== Segment start ==
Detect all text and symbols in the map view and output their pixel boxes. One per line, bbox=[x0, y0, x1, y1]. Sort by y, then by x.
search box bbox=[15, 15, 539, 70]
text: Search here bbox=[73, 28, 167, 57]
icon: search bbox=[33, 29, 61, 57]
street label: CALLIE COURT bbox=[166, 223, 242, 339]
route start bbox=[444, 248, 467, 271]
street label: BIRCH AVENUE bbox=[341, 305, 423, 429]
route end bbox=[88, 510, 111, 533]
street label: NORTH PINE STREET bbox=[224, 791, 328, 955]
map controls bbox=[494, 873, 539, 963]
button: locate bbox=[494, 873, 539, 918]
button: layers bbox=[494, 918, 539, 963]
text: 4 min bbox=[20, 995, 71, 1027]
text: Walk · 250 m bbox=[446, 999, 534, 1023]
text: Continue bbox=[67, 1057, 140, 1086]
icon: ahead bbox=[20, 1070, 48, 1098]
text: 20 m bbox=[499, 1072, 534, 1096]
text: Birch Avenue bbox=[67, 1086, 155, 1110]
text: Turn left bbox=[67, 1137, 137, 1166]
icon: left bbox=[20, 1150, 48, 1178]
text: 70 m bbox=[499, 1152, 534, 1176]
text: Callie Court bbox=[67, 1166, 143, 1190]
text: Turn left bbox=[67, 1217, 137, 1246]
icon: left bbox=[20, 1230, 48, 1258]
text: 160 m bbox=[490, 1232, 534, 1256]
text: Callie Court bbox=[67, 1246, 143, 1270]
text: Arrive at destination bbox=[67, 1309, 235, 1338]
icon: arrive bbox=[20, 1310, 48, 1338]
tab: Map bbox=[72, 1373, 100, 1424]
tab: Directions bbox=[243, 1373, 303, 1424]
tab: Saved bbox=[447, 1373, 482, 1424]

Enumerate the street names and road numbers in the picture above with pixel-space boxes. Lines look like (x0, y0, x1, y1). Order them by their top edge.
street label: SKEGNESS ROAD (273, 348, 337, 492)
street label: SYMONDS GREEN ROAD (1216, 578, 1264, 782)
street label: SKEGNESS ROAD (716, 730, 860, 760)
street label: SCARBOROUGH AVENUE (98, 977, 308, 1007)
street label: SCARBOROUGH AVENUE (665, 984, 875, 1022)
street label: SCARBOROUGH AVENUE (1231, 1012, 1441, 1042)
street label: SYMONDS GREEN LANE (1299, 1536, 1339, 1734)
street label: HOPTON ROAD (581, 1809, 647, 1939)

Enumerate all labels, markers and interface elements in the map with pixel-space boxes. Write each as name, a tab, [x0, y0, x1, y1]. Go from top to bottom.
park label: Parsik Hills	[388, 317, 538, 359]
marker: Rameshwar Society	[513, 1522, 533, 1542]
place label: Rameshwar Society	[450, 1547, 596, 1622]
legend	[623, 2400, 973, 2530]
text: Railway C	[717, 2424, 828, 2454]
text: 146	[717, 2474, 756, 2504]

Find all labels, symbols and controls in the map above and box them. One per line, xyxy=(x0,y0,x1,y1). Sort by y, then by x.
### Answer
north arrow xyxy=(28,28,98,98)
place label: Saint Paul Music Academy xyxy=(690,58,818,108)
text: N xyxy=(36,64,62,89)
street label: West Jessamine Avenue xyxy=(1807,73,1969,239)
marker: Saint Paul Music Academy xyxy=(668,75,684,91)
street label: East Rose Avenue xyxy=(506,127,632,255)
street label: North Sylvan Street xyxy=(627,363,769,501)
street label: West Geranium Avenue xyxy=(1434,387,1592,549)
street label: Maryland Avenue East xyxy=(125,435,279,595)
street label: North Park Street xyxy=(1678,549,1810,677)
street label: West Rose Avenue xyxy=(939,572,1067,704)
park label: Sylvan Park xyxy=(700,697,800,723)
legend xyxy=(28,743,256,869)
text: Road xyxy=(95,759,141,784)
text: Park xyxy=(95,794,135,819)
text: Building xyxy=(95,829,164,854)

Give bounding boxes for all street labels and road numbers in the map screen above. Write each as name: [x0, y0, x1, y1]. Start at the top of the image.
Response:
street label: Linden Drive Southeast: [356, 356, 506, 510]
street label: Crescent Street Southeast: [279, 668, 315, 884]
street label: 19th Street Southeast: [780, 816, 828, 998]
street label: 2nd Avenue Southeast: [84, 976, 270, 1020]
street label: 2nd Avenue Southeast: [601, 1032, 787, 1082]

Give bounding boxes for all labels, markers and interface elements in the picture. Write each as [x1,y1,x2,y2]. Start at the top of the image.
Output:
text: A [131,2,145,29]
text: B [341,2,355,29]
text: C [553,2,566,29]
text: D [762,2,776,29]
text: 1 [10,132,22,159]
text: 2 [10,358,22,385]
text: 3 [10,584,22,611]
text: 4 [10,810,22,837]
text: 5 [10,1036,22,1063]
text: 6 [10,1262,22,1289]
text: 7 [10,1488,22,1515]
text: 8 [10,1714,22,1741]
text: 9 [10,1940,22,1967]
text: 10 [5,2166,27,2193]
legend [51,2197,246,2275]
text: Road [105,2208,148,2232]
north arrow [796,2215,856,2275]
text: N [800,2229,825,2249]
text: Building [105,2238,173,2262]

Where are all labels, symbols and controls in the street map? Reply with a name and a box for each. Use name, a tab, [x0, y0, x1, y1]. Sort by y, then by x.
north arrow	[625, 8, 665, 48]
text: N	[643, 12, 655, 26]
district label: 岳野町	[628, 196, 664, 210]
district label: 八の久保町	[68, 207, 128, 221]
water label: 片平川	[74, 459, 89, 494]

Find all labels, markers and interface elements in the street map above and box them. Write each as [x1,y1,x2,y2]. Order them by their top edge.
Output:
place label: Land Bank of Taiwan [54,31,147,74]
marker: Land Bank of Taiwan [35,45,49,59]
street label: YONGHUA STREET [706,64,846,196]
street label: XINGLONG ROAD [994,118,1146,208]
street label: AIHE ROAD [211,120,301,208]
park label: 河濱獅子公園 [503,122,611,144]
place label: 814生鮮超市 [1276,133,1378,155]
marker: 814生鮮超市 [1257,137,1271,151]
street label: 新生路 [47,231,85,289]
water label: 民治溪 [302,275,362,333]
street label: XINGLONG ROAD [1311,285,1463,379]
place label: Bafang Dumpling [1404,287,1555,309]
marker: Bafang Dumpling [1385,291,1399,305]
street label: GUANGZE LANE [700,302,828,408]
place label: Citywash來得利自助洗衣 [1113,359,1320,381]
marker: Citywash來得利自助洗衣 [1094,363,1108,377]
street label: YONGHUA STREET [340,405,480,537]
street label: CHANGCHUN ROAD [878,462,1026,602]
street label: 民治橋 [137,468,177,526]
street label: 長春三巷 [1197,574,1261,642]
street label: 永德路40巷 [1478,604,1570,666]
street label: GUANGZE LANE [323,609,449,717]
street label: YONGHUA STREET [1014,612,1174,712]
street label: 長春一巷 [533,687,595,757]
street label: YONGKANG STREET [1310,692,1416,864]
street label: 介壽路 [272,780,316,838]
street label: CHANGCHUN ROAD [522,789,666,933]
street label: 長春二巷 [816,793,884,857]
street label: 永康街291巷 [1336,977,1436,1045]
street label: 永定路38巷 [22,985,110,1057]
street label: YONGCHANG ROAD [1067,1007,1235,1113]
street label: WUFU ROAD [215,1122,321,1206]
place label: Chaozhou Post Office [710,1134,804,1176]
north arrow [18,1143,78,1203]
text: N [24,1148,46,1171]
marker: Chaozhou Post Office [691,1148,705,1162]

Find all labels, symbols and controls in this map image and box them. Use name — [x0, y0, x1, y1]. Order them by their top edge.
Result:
== Segment end ==
[TRY IT]:
Output the material in full, matching it word for word.

[RESPONSE]:
Detect all text and symbols in the map view and output their pixel boxes. One per line, bbox=[x0, y0, x1, y1]. Sort by y, then by x.
search box bbox=[15, 15, 539, 70]
text: Search here bbox=[73, 28, 167, 57]
icon: search bbox=[33, 29, 61, 57]
street label: CALLIE COURT bbox=[166, 223, 242, 339]
route start bbox=[444, 248, 467, 271]
street label: BIRCH AVENUE bbox=[341, 305, 423, 429]
route end bbox=[88, 510, 111, 533]
street label: NORTH PINE STREET bbox=[224, 791, 328, 955]
map controls bbox=[494, 873, 539, 963]
button: locate bbox=[494, 873, 539, 918]
button: layers bbox=[494, 918, 539, 963]
text: 4 min bbox=[20, 995, 71, 1027]
text: Walk · 250 m bbox=[446, 999, 534, 1023]
text: Continue bbox=[67, 1057, 140, 1086]
icon: ahead bbox=[20, 1070, 48, 1098]
text: 20 m bbox=[499, 1072, 534, 1096]
text: Birch Avenue bbox=[67, 1086, 155, 1110]
text: Turn left bbox=[67, 1137, 137, 1166]
icon: left bbox=[20, 1150, 48, 1178]
text: 70 m bbox=[499, 1152, 534, 1176]
text: Callie Court bbox=[67, 1166, 143, 1190]
text: Turn left bbox=[67, 1217, 137, 1246]
icon: left bbox=[20, 1230, 48, 1258]
text: 160 m bbox=[490, 1232, 534, 1256]
text: Callie Court bbox=[67, 1246, 143, 1270]
text: Arrive at destination bbox=[67, 1309, 235, 1338]
icon: arrive bbox=[20, 1310, 48, 1338]
tab: Map bbox=[72, 1373, 100, 1424]
tab: Directions bbox=[243, 1373, 303, 1424]
tab: Saved bbox=[447, 1373, 482, 1424]

Enumerate the street names and road numbers in the picture above with pixel-space boxes. Lines look like (x0, y0, x1, y1). Order them by their top edge.
street label: SKEGNESS ROAD (273, 348, 337, 492)
street label: SYMONDS GREEN ROAD (1216, 578, 1264, 782)
street label: SKEGNESS ROAD (716, 730, 860, 760)
street label: SCARBOROUGH AVENUE (98, 977, 308, 1007)
street label: SCARBOROUGH AVENUE (665, 984, 875, 1022)
street label: SCARBOROUGH AVENUE (1231, 1012, 1441, 1042)
street label: SYMONDS GREEN LANE (1299, 1536, 1339, 1734)
street label: HOPTON ROAD (581, 1809, 647, 1939)

Enumerate all labels, markers and interface elements in the map with pixel-space boxes. Write each as name, a tab, [x0, y0, x1, y1]. Go from top to bottom.
park label: Parsik Hills	[388, 317, 538, 359]
marker: Rameshwar Society	[513, 1522, 533, 1542]
place label: Rameshwar Society	[450, 1547, 596, 1622]
legend	[623, 2400, 973, 2530]
text: Railway C	[717, 2424, 828, 2454]
text: 146	[717, 2474, 756, 2504]

Find all labels, symbols and controls in the map above and box them. One per line, xyxy=(x0,y0,x1,y1). Sort by y, then by x.
### Answer
north arrow xyxy=(28,28,98,98)
place label: Saint Paul Music Academy xyxy=(690,58,818,108)
text: N xyxy=(36,64,62,89)
street label: West Jessamine Avenue xyxy=(1807,73,1969,239)
marker: Saint Paul Music Academy xyxy=(668,75,684,91)
street label: East Rose Avenue xyxy=(506,127,632,255)
street label: North Sylvan Street xyxy=(627,363,769,501)
street label: West Geranium Avenue xyxy=(1434,387,1592,549)
street label: Maryland Avenue East xyxy=(125,435,279,595)
street label: North Park Street xyxy=(1678,549,1810,677)
street label: West Rose Avenue xyxy=(939,572,1067,704)
park label: Sylvan Park xyxy=(700,697,800,723)
legend xyxy=(28,743,256,869)
text: Road xyxy=(95,759,141,784)
text: Park xyxy=(95,794,135,819)
text: Building xyxy=(95,829,164,854)

Give bounding boxes for all street labels and road numbers in the map screen above. Write each as name: [x0, y0, x1, y1]. Start at the top of the image.
Response:
street label: Linden Drive Southeast: [356, 356, 506, 510]
street label: Crescent Street Southeast: [279, 668, 315, 884]
street label: 19th Street Southeast: [780, 816, 828, 998]
street label: 2nd Avenue Southeast: [84, 976, 270, 1020]
street label: 2nd Avenue Southeast: [601, 1032, 787, 1082]

Give bounding boxes for all labels, markers and interface elements in the picture. Write each as [x1,y1,x2,y2]. Start at the top of the image.
Output:
text: A [131,2,145,29]
text: B [341,2,355,29]
text: C [553,2,566,29]
text: D [762,2,776,29]
text: 1 [10,132,22,159]
text: 2 [10,358,22,385]
text: 3 [10,584,22,611]
text: 4 [10,810,22,837]
text: 5 [10,1036,22,1063]
text: 6 [10,1262,22,1289]
text: 7 [10,1488,22,1515]
text: 8 [10,1714,22,1741]
text: 9 [10,1940,22,1967]
text: 10 [5,2166,27,2193]
legend [51,2197,246,2275]
text: Road [105,2208,148,2232]
north arrow [796,2215,856,2275]
text: N [800,2229,825,2249]
text: Building [105,2238,173,2262]

Where are all labels, symbols and controls in the street map? Reply with a name and a box for each. Use name, a tab, [x0, y0, x1, y1]. Sort by y, then by x.
north arrow	[625, 8, 665, 48]
text: N	[643, 12, 655, 26]
district label: 岳野町	[628, 196, 664, 210]
district label: 八の久保町	[68, 207, 128, 221]
water label: 片平川	[74, 459, 89, 494]

Find all labels, markers and interface elements in the street map above and box them. Write each as [x1,y1,x2,y2]. Order them by their top edge.
Output:
place label: Land Bank of Taiwan [54,31,147,74]
marker: Land Bank of Taiwan [35,45,49,59]
street label: YONGHUA STREET [706,64,846,196]
street label: XINGLONG ROAD [994,118,1146,208]
street label: AIHE ROAD [211,120,301,208]
park label: 河濱獅子公園 [503,122,611,144]
place label: 814生鮮超市 [1276,133,1378,155]
marker: 814生鮮超市 [1257,137,1271,151]
street label: 新生路 [47,231,85,289]
water label: 民治溪 [302,275,362,333]
street label: XINGLONG ROAD [1311,285,1463,379]
place label: Bafang Dumpling [1404,287,1555,309]
marker: Bafang Dumpling [1385,291,1399,305]
street label: GUANGZE LANE [700,302,828,408]
place label: Citywash來得利自助洗衣 [1113,359,1320,381]
marker: Citywash來得利自助洗衣 [1094,363,1108,377]
street label: YONGHUA STREET [340,405,480,537]
street label: CHANGCHUN ROAD [878,462,1026,602]
street label: 民治橋 [137,468,177,526]
street label: 長春三巷 [1197,574,1261,642]
street label: 永德路40巷 [1478,604,1570,666]
street label: GUANGZE LANE [323,609,449,717]
street label: YONGHUA STREET [1014,612,1174,712]
street label: 長春一巷 [533,687,595,757]
street label: YONGKANG STREET [1310,692,1416,864]
street label: 介壽路 [272,780,316,838]
street label: CHANGCHUN ROAD [522,789,666,933]
street label: 長春二巷 [816,793,884,857]
street label: 永康街291巷 [1336,977,1436,1045]
street label: 永定路38巷 [22,985,110,1057]
street label: YONGCHANG ROAD [1067,1007,1235,1113]
street label: WUFU ROAD [215,1122,321,1206]
place label: Chaozhou Post Office [710,1134,804,1176]
north arrow [18,1143,78,1203]
text: N [24,1148,46,1171]
marker: Chaozhou Post Office [691,1148,705,1162]

Find all labels, symbols and controls in this map image and box them. Use name — [x0, y0, x1, y1]. Order them by their top edge.
Result:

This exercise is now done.